The prize is equivalent to what many may consider as the Nobel Prize for water. But Dr Jacqueline King, 75, considers herself an ordinary ecologist whose career spans four decades.
In 2009, she led an international advisory group appointed by the World Bank and acted as an adviser to Pakistan’s government in a dispute the country had with India over the Kishanganga Dam in the Himalayas. King is also the recipient of the WWF Living Planet Award.
Now, the renowned researcher from UCT and the Western Cape joins previous South African winners such as Professor John Briscoe and the late minister of water affairs and forestry Professor Kader Asmal in the global water hall of fame.
Speaking to Independent Media in Pretoria this week, just hours after she had learnt of her prize, King said her passion has always been to ensure that communities and citizens of countries have access to clean rivers and water for many years to come.
“Our slogan in South Africa, which is one of the driest countries in the world, has always been to ensure that everyone, rich and poor, obtains clean water while protecting the ecosystem and all that thrives in it,” she said.
Her accolade is for a world acclaimed toolbox which calculates the ecological reserve. In essence, King’s project entails ecohydraulics, which is the study of the linkage between physical processes and ecological responses in rivers, estuaries and wetlands.
Ecohydraulic modelling predicts how hydraulic conditions in a river might change under different development scenarios.
King describes it in the following manner: “We model how a river changes if a dam or let’s say a mall is built around it.

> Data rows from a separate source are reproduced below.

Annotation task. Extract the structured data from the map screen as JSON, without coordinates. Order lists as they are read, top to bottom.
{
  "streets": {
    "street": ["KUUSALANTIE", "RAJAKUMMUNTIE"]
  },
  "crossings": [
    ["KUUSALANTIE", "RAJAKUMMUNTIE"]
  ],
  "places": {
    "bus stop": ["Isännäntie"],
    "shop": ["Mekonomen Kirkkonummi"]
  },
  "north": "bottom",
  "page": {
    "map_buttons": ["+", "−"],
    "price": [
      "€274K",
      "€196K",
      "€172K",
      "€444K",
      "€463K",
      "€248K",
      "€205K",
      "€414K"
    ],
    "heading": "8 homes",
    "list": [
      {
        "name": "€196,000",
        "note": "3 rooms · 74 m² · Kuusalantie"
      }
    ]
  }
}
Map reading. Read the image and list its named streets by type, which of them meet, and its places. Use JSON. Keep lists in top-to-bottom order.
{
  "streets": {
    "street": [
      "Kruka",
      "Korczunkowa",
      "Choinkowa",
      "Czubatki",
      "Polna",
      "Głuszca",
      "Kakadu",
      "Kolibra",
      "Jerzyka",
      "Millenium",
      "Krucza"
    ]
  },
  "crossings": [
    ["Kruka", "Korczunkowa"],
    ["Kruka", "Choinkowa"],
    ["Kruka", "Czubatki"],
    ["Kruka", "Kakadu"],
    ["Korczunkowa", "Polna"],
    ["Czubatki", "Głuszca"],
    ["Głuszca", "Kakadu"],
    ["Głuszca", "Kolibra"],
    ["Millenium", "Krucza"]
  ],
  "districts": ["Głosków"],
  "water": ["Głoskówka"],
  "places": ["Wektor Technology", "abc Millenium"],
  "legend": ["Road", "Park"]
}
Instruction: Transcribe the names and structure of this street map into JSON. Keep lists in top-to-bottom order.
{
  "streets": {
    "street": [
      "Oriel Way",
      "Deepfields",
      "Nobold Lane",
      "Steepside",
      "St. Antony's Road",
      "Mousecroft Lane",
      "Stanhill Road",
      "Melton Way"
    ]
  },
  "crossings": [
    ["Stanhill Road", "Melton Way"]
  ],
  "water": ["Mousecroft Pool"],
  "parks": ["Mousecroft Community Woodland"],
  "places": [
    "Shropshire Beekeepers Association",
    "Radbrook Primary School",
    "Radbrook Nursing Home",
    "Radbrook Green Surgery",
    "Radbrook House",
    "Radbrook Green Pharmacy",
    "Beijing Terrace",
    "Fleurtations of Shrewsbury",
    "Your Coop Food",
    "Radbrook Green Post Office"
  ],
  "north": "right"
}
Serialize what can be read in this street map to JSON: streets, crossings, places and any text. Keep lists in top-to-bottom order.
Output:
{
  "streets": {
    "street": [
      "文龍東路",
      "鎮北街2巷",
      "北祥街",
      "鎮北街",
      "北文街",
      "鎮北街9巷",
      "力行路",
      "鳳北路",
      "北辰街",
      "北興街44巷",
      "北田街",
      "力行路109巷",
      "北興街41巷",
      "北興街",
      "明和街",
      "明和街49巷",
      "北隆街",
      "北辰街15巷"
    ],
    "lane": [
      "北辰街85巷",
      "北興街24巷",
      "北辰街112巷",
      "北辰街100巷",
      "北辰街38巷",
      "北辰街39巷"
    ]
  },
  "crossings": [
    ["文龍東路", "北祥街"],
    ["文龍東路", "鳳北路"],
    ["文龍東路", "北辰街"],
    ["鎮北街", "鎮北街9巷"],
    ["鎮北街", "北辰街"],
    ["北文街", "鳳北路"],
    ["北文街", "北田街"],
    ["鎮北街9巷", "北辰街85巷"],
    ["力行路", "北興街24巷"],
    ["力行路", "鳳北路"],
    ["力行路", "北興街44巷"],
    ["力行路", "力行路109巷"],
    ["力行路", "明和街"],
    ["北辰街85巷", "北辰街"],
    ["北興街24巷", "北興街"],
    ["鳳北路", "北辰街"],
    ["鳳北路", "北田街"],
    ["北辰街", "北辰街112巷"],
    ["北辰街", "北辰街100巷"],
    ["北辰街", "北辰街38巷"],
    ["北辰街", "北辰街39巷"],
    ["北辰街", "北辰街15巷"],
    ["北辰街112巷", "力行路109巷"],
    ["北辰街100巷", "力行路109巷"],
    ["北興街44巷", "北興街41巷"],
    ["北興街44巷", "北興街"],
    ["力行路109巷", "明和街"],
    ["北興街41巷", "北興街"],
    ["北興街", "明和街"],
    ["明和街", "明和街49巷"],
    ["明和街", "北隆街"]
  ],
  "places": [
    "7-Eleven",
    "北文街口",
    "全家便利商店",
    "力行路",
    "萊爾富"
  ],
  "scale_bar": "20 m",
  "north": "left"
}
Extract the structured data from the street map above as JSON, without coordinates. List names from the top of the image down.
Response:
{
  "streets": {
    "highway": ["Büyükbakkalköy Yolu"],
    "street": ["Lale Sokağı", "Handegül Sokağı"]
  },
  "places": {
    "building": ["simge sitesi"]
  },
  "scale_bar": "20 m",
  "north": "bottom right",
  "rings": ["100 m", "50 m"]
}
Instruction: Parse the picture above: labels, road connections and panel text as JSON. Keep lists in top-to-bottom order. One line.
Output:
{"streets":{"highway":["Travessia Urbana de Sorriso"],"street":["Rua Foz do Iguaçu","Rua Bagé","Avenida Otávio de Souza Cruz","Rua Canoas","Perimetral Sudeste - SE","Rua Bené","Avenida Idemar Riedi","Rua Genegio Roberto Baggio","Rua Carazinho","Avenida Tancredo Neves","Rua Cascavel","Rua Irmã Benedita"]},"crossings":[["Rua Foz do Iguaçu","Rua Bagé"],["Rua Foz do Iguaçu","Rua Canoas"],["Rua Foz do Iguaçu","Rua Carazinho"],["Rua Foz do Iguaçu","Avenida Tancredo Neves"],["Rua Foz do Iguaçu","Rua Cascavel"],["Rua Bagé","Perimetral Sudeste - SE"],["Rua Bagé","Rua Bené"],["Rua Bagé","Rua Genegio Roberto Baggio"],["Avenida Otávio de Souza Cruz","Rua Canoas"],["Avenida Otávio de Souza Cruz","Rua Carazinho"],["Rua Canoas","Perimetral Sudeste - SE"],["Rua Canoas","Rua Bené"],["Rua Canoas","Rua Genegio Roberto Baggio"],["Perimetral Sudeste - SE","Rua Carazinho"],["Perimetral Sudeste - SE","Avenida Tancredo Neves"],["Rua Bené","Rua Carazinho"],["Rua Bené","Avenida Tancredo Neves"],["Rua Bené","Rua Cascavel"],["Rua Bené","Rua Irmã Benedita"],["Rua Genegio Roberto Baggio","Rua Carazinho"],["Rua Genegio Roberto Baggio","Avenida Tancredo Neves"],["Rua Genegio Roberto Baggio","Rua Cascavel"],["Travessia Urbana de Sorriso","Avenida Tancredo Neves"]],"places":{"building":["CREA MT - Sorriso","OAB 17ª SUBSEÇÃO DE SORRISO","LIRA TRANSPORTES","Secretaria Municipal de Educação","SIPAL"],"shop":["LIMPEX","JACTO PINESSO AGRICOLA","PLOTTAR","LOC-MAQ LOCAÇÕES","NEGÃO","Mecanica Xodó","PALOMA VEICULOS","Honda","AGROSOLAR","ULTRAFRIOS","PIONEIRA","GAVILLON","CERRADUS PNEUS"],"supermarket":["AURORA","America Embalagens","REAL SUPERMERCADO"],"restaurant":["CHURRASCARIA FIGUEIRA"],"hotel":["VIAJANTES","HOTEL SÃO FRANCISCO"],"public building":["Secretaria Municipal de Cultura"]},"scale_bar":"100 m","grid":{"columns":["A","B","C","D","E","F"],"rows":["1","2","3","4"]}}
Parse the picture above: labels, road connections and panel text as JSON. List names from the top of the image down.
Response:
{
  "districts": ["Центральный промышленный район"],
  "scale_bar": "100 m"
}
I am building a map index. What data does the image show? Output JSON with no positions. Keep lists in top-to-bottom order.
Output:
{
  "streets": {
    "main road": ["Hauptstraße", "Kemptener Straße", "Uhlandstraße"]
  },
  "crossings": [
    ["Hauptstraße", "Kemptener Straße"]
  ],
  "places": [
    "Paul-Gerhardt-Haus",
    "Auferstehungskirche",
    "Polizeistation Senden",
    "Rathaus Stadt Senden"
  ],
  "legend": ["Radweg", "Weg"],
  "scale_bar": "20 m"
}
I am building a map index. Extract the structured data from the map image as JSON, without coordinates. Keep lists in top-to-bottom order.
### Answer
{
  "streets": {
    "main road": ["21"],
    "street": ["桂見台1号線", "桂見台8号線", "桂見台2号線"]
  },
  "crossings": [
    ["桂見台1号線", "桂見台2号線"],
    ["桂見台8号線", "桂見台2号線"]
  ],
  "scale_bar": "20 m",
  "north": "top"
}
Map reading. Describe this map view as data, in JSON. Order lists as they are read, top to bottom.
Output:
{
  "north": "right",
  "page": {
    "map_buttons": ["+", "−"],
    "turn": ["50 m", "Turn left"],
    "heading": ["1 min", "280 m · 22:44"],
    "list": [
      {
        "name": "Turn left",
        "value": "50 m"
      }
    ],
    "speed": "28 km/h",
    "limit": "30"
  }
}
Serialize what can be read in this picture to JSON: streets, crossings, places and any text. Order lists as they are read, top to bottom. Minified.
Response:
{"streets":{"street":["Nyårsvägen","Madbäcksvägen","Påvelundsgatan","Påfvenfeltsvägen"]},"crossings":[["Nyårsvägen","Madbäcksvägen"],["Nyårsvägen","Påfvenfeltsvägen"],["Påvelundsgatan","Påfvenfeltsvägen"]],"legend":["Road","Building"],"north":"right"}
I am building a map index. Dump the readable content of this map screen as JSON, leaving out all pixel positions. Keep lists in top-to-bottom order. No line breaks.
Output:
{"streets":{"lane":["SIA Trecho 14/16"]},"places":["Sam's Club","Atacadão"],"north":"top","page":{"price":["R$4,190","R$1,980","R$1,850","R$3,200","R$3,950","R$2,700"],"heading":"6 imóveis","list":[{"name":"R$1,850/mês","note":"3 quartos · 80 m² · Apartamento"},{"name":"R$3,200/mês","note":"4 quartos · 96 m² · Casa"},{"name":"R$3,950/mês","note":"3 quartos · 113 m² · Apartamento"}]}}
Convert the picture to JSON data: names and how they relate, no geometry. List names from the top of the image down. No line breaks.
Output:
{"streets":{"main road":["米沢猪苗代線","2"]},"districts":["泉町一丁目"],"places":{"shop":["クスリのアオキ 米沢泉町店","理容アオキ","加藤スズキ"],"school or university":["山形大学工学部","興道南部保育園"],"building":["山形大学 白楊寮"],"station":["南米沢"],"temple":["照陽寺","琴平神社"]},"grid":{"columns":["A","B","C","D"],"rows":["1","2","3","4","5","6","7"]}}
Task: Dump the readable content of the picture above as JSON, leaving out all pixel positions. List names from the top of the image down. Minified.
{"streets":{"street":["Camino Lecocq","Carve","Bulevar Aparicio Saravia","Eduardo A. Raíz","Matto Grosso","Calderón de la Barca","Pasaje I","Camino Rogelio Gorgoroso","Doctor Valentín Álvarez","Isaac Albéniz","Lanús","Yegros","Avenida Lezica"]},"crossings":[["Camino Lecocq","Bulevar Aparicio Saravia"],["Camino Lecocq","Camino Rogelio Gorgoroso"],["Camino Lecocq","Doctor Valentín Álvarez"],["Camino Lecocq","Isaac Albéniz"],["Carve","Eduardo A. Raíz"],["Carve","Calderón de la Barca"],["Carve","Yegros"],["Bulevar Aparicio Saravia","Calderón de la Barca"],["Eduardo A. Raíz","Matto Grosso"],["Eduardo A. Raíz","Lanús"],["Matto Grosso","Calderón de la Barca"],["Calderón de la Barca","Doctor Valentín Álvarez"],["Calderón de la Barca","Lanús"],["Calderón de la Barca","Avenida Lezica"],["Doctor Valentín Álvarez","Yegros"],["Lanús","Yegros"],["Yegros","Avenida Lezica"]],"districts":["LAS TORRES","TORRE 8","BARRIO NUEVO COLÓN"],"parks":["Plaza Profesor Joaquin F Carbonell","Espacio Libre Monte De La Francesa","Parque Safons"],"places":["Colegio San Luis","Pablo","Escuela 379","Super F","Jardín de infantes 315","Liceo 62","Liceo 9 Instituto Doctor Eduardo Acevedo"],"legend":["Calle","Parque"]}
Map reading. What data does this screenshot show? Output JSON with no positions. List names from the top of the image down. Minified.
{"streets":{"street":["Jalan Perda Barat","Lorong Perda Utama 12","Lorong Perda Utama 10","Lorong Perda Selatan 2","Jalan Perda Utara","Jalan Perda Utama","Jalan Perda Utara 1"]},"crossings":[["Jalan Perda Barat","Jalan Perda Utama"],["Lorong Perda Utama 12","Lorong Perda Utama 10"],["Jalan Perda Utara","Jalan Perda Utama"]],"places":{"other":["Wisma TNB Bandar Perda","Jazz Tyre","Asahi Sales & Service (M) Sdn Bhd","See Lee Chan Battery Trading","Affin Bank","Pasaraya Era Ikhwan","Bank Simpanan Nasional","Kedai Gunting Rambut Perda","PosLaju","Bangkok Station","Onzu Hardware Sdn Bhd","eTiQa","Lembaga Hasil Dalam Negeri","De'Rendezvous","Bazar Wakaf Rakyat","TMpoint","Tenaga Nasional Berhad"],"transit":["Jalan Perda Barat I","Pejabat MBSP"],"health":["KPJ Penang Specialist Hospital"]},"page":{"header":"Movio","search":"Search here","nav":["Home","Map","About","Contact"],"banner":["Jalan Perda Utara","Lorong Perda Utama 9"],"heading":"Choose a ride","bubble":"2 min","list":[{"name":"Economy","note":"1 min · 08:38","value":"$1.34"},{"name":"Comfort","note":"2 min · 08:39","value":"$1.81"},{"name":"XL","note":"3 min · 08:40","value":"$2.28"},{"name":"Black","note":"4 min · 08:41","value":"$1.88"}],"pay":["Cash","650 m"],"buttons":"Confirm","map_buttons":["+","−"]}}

We present solutions on how this river can be restored and present our research to communities and governments
“The hope is that in the decisions made, the rivers will survive.”
Her methods for assessing the water requirements aimed at sustaining river ecosystems were included in the National Water Act of 1998.
The Stockholm International Water Institute (Wisa) which receives nominations around the world has awarded up to 31 laureates, with very few being women.
The only Wisa office outside Stockholm is based in Pretoria.
Commenting on King’s ward, chief executive officer of SA’s Water Research Commission (WRC) Dhesigen Naidoo said: “It is a very big deal because her entire scientific career has been in partnership with the WRC.
“Her award is also a very big deal because it is saying the world is finally acknowledging a continent that has gone unnoticed. It also affirms that South Africa’s water science is world leading.
“The most important thing about Jackie’s prize is that the world has spent many decades investing strongly in better technology, engineering and better science around the human use of water and, increasingly, the world is realising that if we are going to be sustainable and are going to have rivers in the future, the health of a river must be a priority at all times,” he said.